997/J XXVII. GP

Eingelangt am 24.02.2020
Dieser Text wurde elektronisch übermittelt. Abweichungen vom Original sind möglich.

Anfrage

der Abgeordneten Dr. Helmut Brandstätter, Kolleginnen und Kollegen

an den Bundesminister für europäische und internationale Angelegenheiten

betreffend Migrationspakt

Ende 2017 gab es laut Vereinte Nationen weltweit fast 260 Millionen Migrant_innen. Das entspricht etwa 3,4 Prozent der Weltbevölkerung und repräsentiert einen Anstieg um fast 50 Prozent seit dem Beginn des Jahrhunderts. Die Zahl der Flüchtlinge stand 2018 bei 16 Millionen. Als Antwort auf die Herausforderung haben die Vereinten Nationen den „Globalen Pakt für eine sichere, geordnete und reguläre Migration“ erarbeitet, da diese Herausforderungen nur auf globaler Ebene konstruktiv gemeinsam gemeistert werden können.

Im Jänner dieses Jahres sagte Außenminister Schallenberg im Rahmen eines Treffens mit UNO Menschenrechtskommissarin Michelle Bachelet unter Verweis darauf, dass Staaten sich vermehrt aus internationalen Abkommen zurückziehen, dass gerade kleine Länder wie Österreich internationale Regeln brauchen, um nicht dem Gesetz des Dschungels zu unterliegen.

Trotz federführender Mitarbeit Österreichs bei der Erarbeitung des Dokuments hat die Bundesregierung letztendlich als einer von wenigen Staaten den Pakt abgelehnt. Der außenpolitische Sprecher des damaligen Regierungspartners FPÖ, Nationalratsabgeordneter Roman Haider, sagte (31.10.2018) dass ein „Nein“ zum Migrationspakt bedeutet dass „Österreich … nie wieder so ungeschützt einer Migrationsflut ausgesetzt sein [würde] wie im Herbst 2015.“ Da Syrienflüchtlinge im Jahr 2015, also vor der Ausverhandlung des Migrationspakts ereignete ist schwer nachvollziehbar, wie die Ablehnung dieses Pakts eine solche „Welle“ verhindern hätte können. Experten und Hilfsorganisationen, wie Caritas oder Rotes Kreuz, sehen die Ablehnung durch Österreich als Fehler, Völkerrechtler Manfred Nowak bezeichnete die Ablehnung als „fatales Signal“ mit dem sich Österreich „ins eigene Fleisch schneidet.

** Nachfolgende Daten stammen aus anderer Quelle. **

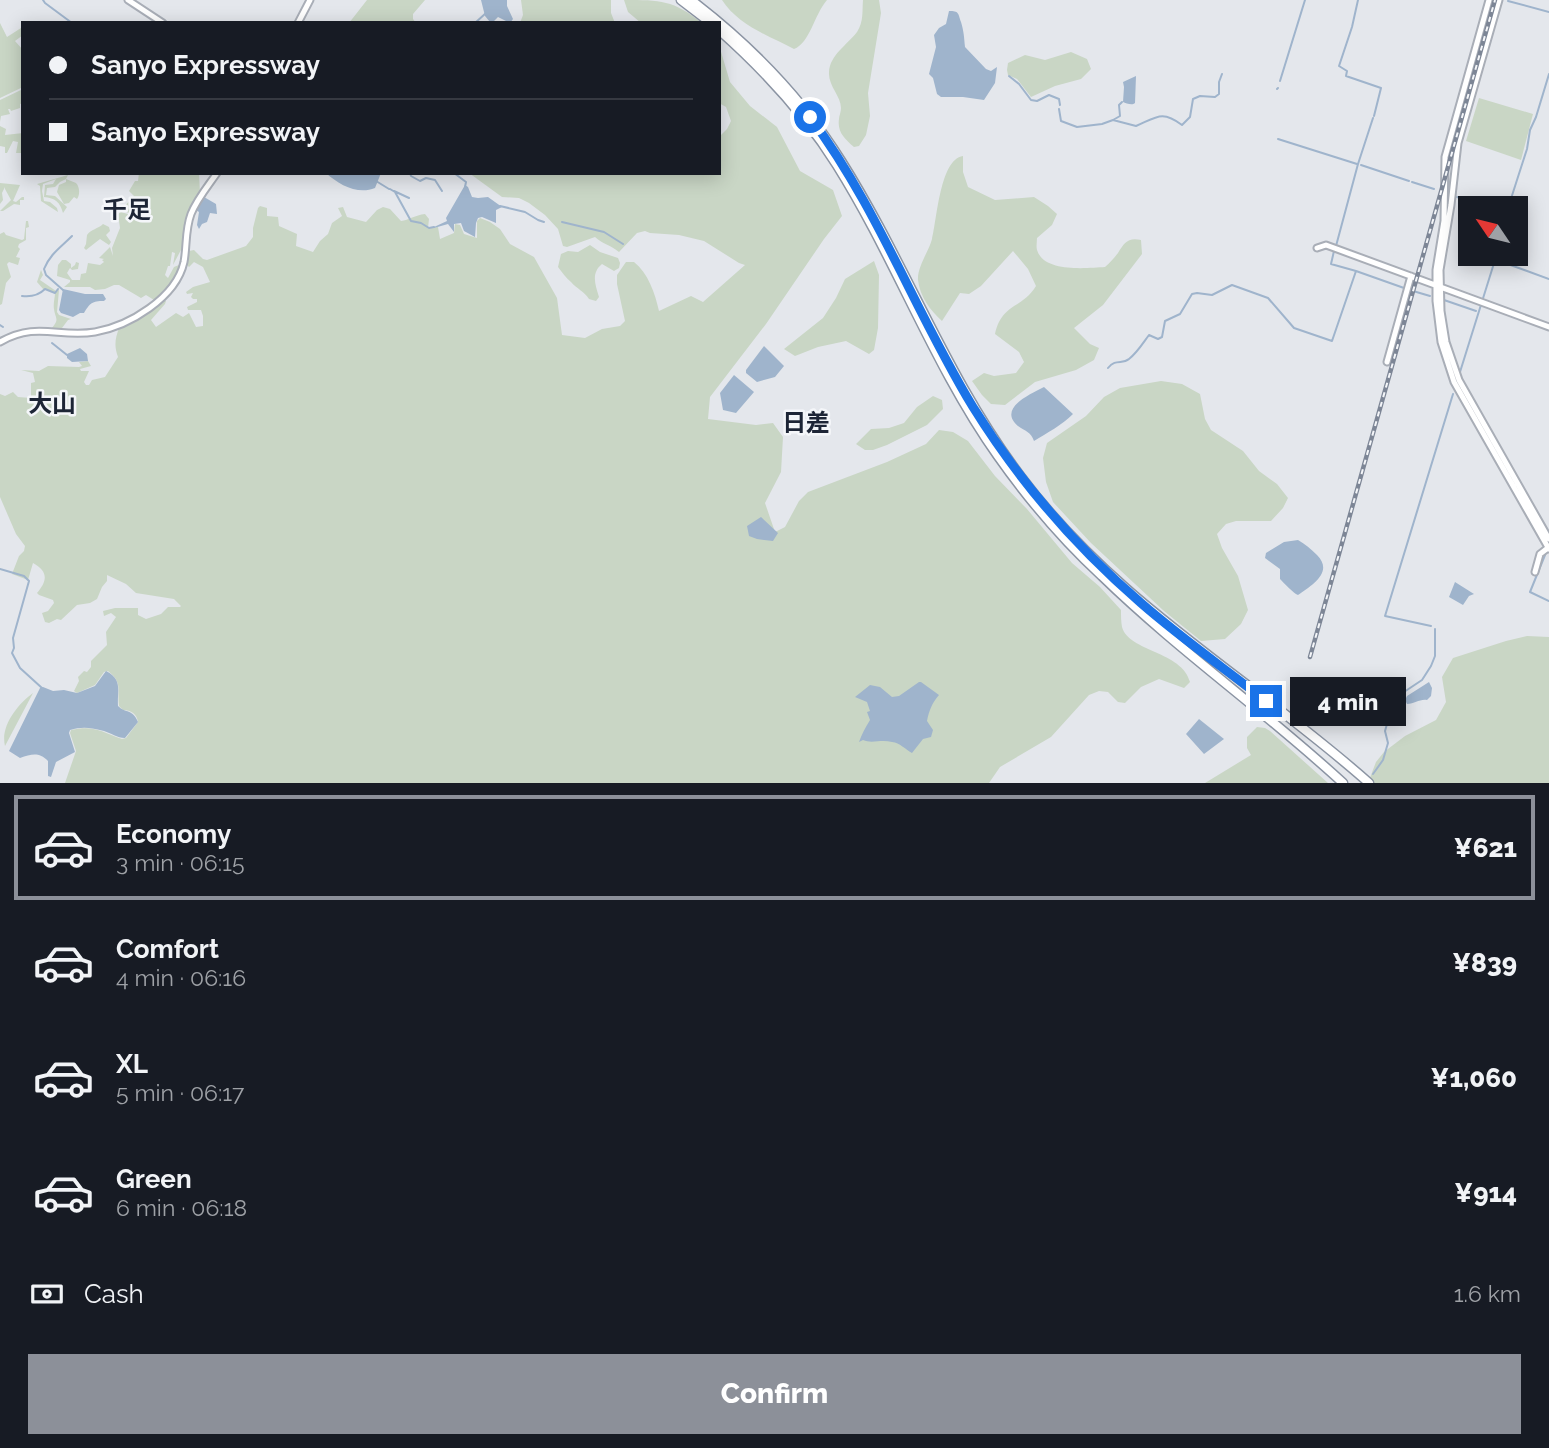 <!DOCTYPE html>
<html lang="en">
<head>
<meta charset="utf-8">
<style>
  :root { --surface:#171b24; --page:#242831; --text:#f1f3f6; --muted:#9ea1a6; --line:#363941; --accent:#8c9099 }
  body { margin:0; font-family:Raleway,"Noto Sans JP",sans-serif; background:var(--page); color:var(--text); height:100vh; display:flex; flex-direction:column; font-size:26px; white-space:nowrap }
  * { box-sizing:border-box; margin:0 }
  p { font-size:23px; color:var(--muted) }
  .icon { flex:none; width:38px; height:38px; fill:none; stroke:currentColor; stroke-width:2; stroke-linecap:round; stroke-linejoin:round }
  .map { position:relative; height:783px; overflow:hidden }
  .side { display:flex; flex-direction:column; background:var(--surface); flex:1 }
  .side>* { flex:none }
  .banner { position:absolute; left:21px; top:21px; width:700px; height:154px; border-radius:0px; box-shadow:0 4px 18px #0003; display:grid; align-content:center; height:154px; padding:0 28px; background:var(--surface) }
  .needle { width:46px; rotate:305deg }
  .controls { position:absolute; left:1458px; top:196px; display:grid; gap:14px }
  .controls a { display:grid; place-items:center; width:70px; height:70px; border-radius:0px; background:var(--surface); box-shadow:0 4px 18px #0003; font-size:35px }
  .end { position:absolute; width:32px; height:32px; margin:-16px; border:9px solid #1a73e8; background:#fff; box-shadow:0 0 0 4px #fff }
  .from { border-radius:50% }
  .bubble { position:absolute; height:49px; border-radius:0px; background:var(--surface); box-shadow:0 4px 18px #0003; font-size:23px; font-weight:800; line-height:49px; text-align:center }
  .banner b { display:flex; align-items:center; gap:24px; height:66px; font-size:26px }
  .banner b+b { border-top:2px solid var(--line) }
  .banner i { width:18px; height:18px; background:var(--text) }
  ul { padding:12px 0 0; list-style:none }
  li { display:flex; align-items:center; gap:21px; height:105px; margin:0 14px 10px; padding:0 14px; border:4px solid transparent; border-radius:0px }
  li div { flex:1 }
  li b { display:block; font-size:26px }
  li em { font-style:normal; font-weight:800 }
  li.selected { border-color:var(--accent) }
  li>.icon { width:63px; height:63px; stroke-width:1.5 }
  .pay { display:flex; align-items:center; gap:18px; height:77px; padding:0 28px; font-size:26px }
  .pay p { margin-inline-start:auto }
  .button { display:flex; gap:14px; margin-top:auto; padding:14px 28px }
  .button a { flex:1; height:80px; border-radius:0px; background:var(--accent); color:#fff; font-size:28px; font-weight:800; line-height:80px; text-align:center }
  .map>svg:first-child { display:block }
  .green { fill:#c9d6c5 }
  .water { fill:#9fb4cc }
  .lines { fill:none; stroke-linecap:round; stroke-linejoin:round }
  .stream { stroke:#9fb4cc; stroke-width:2 }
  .secondary-casing { stroke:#a9aeb7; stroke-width:9 }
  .highway-casing { stroke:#8b94a3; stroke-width:11 }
  .secondary { stroke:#fff; stroke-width:5 }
  .highway { stroke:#fff; stroke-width:8 }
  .rail-casing { stroke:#7d8696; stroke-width:4.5 }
  .rail { stroke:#f4f6f9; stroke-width:2; stroke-dasharray:5; stroke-linecap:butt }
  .route { stroke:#1a73e8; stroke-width:9 }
  .labels { text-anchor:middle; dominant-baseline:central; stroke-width:5; stroke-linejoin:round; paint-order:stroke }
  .neighbourhood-label { font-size:24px; font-weight:bold; fill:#1d2536; stroke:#f4f6f9 }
</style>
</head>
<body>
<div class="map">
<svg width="1549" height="783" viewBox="0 0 1549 783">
  <rect width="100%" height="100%" fill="#e4e7ec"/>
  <path class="green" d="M367,0H425L413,14V19L416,23H349Z
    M521,0H611V13L615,23H520L523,15Z
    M624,0C661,0 673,0 702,23H641L628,12Z
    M722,0H827C814,15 810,43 794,49C769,36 738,25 722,0Z
    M863,0H879L881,13L868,93L870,116L866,135L859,146L854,147C845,139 837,132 839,119C839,116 841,112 841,108C841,96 828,86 829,72C830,55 847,45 857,32C864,21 862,11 863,0Z
    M0,23L7,37L21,28L23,35L15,41L23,50V87L0,98Z
    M719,45L730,82L750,106L777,127L800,171L833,190L842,216L824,239L766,324L710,397L708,419L756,425L773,423L783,437L781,472L765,503L775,532L785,527L799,501L808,492L887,462L926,444L939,430L953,432L968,441L995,476L1027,509L1072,563L1100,587L1121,610C1121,616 1121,622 1122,627C1129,652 1182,651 1190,682L1184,688L1159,679L1141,687L1125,703L1118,702L1108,692L1099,691L1089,695L1051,737L1000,767L989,783H65L76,751L70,733L71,730C95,725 101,732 122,739L126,738L138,722C137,714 131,710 123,710L119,706C117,689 123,683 108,671L104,672L95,685L77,693L74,691L79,681L78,677L84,671L87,672L91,667V661L107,645L106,632L116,617L111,613L104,616L103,611L115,608H138V615L146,619L161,614L168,607H180L181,606L174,599L136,593L126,584L107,575V581L102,587L97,599L90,603L77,605L61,620L57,619L49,623L45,622L42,613L48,611L54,603L53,600L39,595L37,593C47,581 49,572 33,563L28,580L12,574L19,556L24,551L25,546L16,534L0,497V394L5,396L13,392L18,397L31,398V383L35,382L33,373L21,370L39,371L48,366L79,367L82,366L79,362L88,361L91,366L80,369L81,371H89L84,382L86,385H89L92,380L105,377L118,357C114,346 115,339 119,328L164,301H166L165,304L151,320L156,327L176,313L183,317L189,313L196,327L203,326V316L201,310H188L187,307L197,302V299H193L191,297L193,293L187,294L186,292L193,287L210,282L203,267L194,262L189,267L187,265L189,251L194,250L203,259L207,260L246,246L253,237V228L258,208L260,206L267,208V216L278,217L279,226L297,234L296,246L313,252L320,241L328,234L332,223L342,216L338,208L343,207L347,217L366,222L377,210L383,207L390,209L401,221C409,220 415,215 425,214L429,219L428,228L438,227L440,239L454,233L455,224L460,225L464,234L477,238V221L480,218L490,222L500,229L510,244L534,257L557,298L562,335L585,338L602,329L620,326L625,321L617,284V275L626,262H634C648,273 655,293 659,311L691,296L703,302L745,265L739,263L704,241L679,235L650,233L645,231L637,233L619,252C611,245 602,244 595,237L567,247L563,246L558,229L545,215L529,203L519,198L502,197L469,173H719V137L727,129L731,121L726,107L719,103Z
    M1071,52L1087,59L1091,69L1081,79L1055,86L1031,97L1017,79L1008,75L1007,70L1008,63L1025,55L1045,60Z
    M23,89V103L20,104V108L11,111L10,109H8L10,114L1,116L0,122V100Z
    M1479,98L1533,114L1521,160L1466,141Z
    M0,126L6,129L5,135L23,133L22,153H16L18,142L13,141L7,153H5V147L0,146Z
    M963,156V172L968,187L995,200L1034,197L1048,206L1057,214L1052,225L1037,238C1037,242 1036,246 1037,250C1044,273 1087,268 1105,267C1110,263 1114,258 1118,253C1124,243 1128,237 1141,240L1142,254L1103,305L1074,328L1090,344L1099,348L1094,360L1076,370L1035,382L1005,405L991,404L982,395L972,381L984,373L994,376L1016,373L1024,362L1019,352L995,334C1002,303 1022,309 1036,286L1028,269L1013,251L981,286L969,294L960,293L942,321C930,310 920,297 918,280C917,267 929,251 932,239C937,220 940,159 963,156Z
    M139,173H199L200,193L187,217L182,248L173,265L175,253L172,252L170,266H168L165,275L168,278L174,267L179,265L182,251C181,270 173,292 154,300L146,295L141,298L119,285H114L105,289L95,290L90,287H64L70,282V280L57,276L58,265L62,260H66L71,264V268L75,265L76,262L79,263L78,269L72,270L70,268L67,273L72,280H80L81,274L86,273L88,263L100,265L104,262L102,260L104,259L99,258L110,247L113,256L112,248L120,228L118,214L121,212L131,215L138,206L129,213L121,210L134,196L129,191L135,181H138Z
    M68,175L66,179L76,183C80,187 80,195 77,199L74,197L69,203L64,204L57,192L59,185L66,182V179L60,182L55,187L47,188L46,195L55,196L67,207L63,213C60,202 55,198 44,197L45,185L53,184L56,179L43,184L42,191L44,201L50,202L57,208L58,212L41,201L40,186L37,184Z
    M0,183L20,185L13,201L16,202L22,197H24V200H20V205L14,204L3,211H0L11,200L5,189V187L2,193L3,200L0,204Z
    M26,221H28L29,227L26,228V240L19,244L18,247L20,249L16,257L20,258L18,265L9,262L7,264L11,277L6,283L2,304L0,305V234L4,232L6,235L22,240L24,239Z
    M103,224L109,227L110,231L106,235L111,242L109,245L100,239L86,250L84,248L86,244L87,235C91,229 98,229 103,224Z
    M590,245L600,252L618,258L620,263L619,268L614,271L602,264C591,273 595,284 599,297L596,301L589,299C584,291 577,289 571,282C566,278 562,272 558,267L561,254L568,251L578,252Z
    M874,261L879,275L878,328L874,350L869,354L846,341L818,347L795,356L784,349L823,318L836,298L845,279Z
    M41,270L43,275L40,280L56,291L59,290L57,312L59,315L71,319L68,320L62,328H52C60,319 55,318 54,309C53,304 55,297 55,293L45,289L44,290L37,282Z
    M1161,381L1182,384L1200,394L1205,419L1211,430L1243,451L1259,471L1277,484L1288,498L1283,508L1271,521H1236L1226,524L1217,534L1222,548L1238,576L1248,610L1241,624L1225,639L1201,641L1164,611L1091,543L1053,502L1046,482L1043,458L1047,443L1086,416L1104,397L1120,388Z
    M933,396L942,400L943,409L927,425L887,445L873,450H865L856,444L871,429L889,428L904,423L917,407Z
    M1527,636L1549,637V783H1368L1376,762L1384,752L1405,736L1436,720L1446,702L1442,677L1453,658L1506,641Z
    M33,693L5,746C0,726 18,704 33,693Z
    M1257,727L1265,728L1270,731L1328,783H1205L1251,755L1247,748V737Z"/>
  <path class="water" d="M481,0H507V6L513,19L510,23L498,17L493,22H490L485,16Z
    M949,11C959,11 958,13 961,22C964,32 964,37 965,47L986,69L991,71L997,67L995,83L984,100L963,97H941L937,94L933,78L929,74L936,47L934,35L939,28L946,24Z
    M1136,76L1135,103C1132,106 1126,103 1123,102L1124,87L1123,82Z
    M326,173H381L375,188C358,195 339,185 326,173Z
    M465,185L468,187L472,197L478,198L488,197L502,207L496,210V223L482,217L478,218L476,223L475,237L464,231L461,223L454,224V232L448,224L434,228V227L447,221L446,218Z
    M204,197L216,204L217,214L210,213L207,222L202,224L199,229L197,225L199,212L196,210Z
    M63,289L85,294H103L106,299L104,301C92,301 90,303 84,313H80L73,317L61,313L59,310Z
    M764,346L784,366L775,377L757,382L746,373V370Z
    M80,348L87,354L88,361L72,362L67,358V354Z
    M734,375L754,392L736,413L723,410L720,393Z
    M1044,387L1073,414C1062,425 1047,433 1034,441C1031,432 1025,431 1018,426C997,408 1031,394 1044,387Z
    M761,517L778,533L773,541L757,539L749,536L747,526Z
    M1298,540C1305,544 1311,549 1317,555C1334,572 1312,585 1298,595C1293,593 1284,583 1280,579V569L1265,558L1266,553L1284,542Z
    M1455,582L1474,594L1469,596L1463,605L1449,597Z
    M106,671C123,680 117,690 118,706C126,714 132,708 138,722L125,738C117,738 111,733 104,731C92,728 83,726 70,730L69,733L75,752L56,762L51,777L48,776V761C39,752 32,754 20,758L9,751L40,688L43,687L53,691L64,690L77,693L95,686Z
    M919,682H921L939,695C932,703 929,711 927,721L933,730L931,737L923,739L912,753C905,749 900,743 892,742C881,739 872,744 863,740L859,742C862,734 865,728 870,720L867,712L870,711L867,702L855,697L870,685L880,687L892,697L899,696Z
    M1429,682L1432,688L1431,696L1427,700C1419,699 1415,704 1407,704L1405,700L1407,696Z
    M1199,719L1224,739L1204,754L1186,734Z"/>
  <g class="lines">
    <path class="stream" d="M43,0L45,3L72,23
      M1358,0L1352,27L1339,66L1347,71L1346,76L1381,88L1374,116
      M1508,1L1549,12
      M475,23L486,13
      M1009,76L1019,84L1031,100L1037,101L1049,95L1059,99L1060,105
      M1280,81L1305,0
      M1277,89L1278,88
      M1059,109L1061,121L1077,127L1102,124L1113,120L1136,126C1157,117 1162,110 1182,125L1190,117L1193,99L1200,96L1215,97L1219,94V82L1222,74
      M1113,120L1120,116L1119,105L1122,102
      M1278,139L1357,164
      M1361,165L1409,181
      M394,173H395
      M410,173L411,176L420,181L426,178L435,180L442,191
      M454,173L466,182L465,187
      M376,181L389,189
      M1412,182L1434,189
      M390,189L395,192L411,221L421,223L429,228L434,227
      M394,191L409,198
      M1457,197L1492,208
      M500,206L525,212L538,220L544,222
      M1508,208L1527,149L1530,130L1536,117L1549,74
      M562,222L604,232L623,244
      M1336,246L1358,164L1373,118
      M1334,251L1331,264L1356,271
      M1495,254L1494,259L1549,279
      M63,290L46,275L44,269C50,254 61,247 72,236
      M1413,291L1430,296
      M22,296C30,297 39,295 45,289L55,293L58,289
      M1444,300L1476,311
      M0,325L3,327
      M52,343L67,355
      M1108,368C1116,358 1122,365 1129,359C1137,353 1143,343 1149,335L1158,339L1162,337L1165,321L1180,314L1192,294L1197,293L1212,295L1232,285L1268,298L1294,328L1332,341L1356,271L1404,288
      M1460,372L1495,260
      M1545,555L1530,592L1549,601
      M0,569L24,576L29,581L13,638L14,648L12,653L20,668L42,688
      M1431,626L1385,616L1453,394
      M1373,774L1383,760L1388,743L1385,731L1387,724L1399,711L1404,692L1422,680L1431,666L1435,656V629"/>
    <g class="secondary-casing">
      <path id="secondary" d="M128,0L163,23
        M1489,0L1445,157L1444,221L1436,270V301L1441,342L1454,382L1549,549
        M1499,0L1458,143L1451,205L1440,270L1441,311L1446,342L1459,380L1549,539
        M298,23L310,0
        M1317,248L1326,245L1337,249L1549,327
        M0,342C37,321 58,338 95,332C129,326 176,298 184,262C187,246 185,230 191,214C197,199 208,186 217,173
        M1387,362L1411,276
        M1535,572L1540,554L1549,547"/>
    </g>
    <g class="highway-casing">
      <path id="highway" d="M681,0L711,23
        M691,0C750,45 802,98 841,161C906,264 947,380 1021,477C1117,605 1252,679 1369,783
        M719,30C764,70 805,114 837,165C896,259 934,366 998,456C1029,500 1063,540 1102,576C1178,650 1265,711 1343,783"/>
    </g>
    <use href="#secondary" class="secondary"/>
    <use href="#highway" class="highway"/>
    <g class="rail-casing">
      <path id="rail" d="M1310,657L1495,0"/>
    </g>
    <use href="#rail" class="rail"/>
  </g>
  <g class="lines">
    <path class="route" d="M810,117C878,208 915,312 973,407C1019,481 1075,546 1141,603C1181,638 1224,668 1266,701"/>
  </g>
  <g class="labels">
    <g class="neighbourhood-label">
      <text x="127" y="209">千足</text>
      <text x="52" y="403">大山</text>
      <text x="806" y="422">日差</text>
    </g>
  </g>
</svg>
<div class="controls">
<a><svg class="needle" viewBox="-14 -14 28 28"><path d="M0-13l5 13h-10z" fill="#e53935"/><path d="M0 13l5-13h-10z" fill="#9ea1a6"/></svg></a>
</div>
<i class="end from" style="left:810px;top:117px"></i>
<i class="end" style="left:1266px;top:701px"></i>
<div class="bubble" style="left:1290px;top:677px;width:116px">4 min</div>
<div class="banner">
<b><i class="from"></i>Sanyo Expressway</b>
<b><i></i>Sanyo Expressway</b>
</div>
</div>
<section class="side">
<ul>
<li class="selected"><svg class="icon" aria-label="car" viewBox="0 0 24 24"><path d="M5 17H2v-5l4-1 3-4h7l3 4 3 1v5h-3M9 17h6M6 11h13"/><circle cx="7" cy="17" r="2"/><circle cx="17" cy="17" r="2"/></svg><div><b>Economy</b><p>3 min · 06:15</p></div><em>¥621</em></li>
<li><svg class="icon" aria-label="car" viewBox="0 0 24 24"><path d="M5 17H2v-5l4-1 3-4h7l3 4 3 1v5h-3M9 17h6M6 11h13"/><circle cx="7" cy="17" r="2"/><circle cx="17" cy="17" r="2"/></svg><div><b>Comfort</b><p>4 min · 06:16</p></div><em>¥839</em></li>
<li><svg class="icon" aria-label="car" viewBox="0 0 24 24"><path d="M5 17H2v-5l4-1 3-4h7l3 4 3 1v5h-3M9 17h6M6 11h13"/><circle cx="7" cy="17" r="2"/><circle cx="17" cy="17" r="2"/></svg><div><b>XL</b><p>5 min · 06:17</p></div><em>¥1,060</em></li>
<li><svg class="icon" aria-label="car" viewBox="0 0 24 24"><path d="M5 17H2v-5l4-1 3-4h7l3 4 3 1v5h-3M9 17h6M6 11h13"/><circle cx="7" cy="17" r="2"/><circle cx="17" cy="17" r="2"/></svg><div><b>Green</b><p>6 min · 06:18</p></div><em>¥914</em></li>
</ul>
<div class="pay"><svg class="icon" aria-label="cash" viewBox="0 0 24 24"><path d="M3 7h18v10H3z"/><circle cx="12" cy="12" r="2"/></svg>Cash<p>1.6 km</p></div>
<div class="button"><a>Confirm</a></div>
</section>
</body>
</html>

Das im Jänner 2020 vorgestellte Regierungsprogramm nimmt widersprüchliche Positionen zum Thema Migration ein: einerseits mit Fokus auf internationale Zusammenarbeit, andererseits Ablehnung internationaler Abkommen wie „Dublin“, „Sophia“ oder „Migrationspakt“.

Die unterfertigten Abgeordneten stellen daher folgende

Anfrage

1.    Die österreichische diplomatische Gemeinschaft war in der Erarbeitung des Migrationspakts eingebunden und hat diese Resultate mitgetragen. Österreichs zustimmende Position zum Pakt wurde in letzter Minute von der ÖVP-FPÖ Regierung gekippt.

a.    Hat das Außenamt zur letztendlichen Ablehnung geraten, oder handelte es sich in diesem Fall auch um eine Situation, in dem (in den Worten von Minister Faßmann) der Gestaltungsfreiraum der Politik“ Evidenz und Expertise ausstach?

b.    Sind die Eingaben von Außenminister Schallenberg oder Mitarbeitern aus dem außenpolitischen Dienst ins Regierungsprogramm miteinbezogen worden?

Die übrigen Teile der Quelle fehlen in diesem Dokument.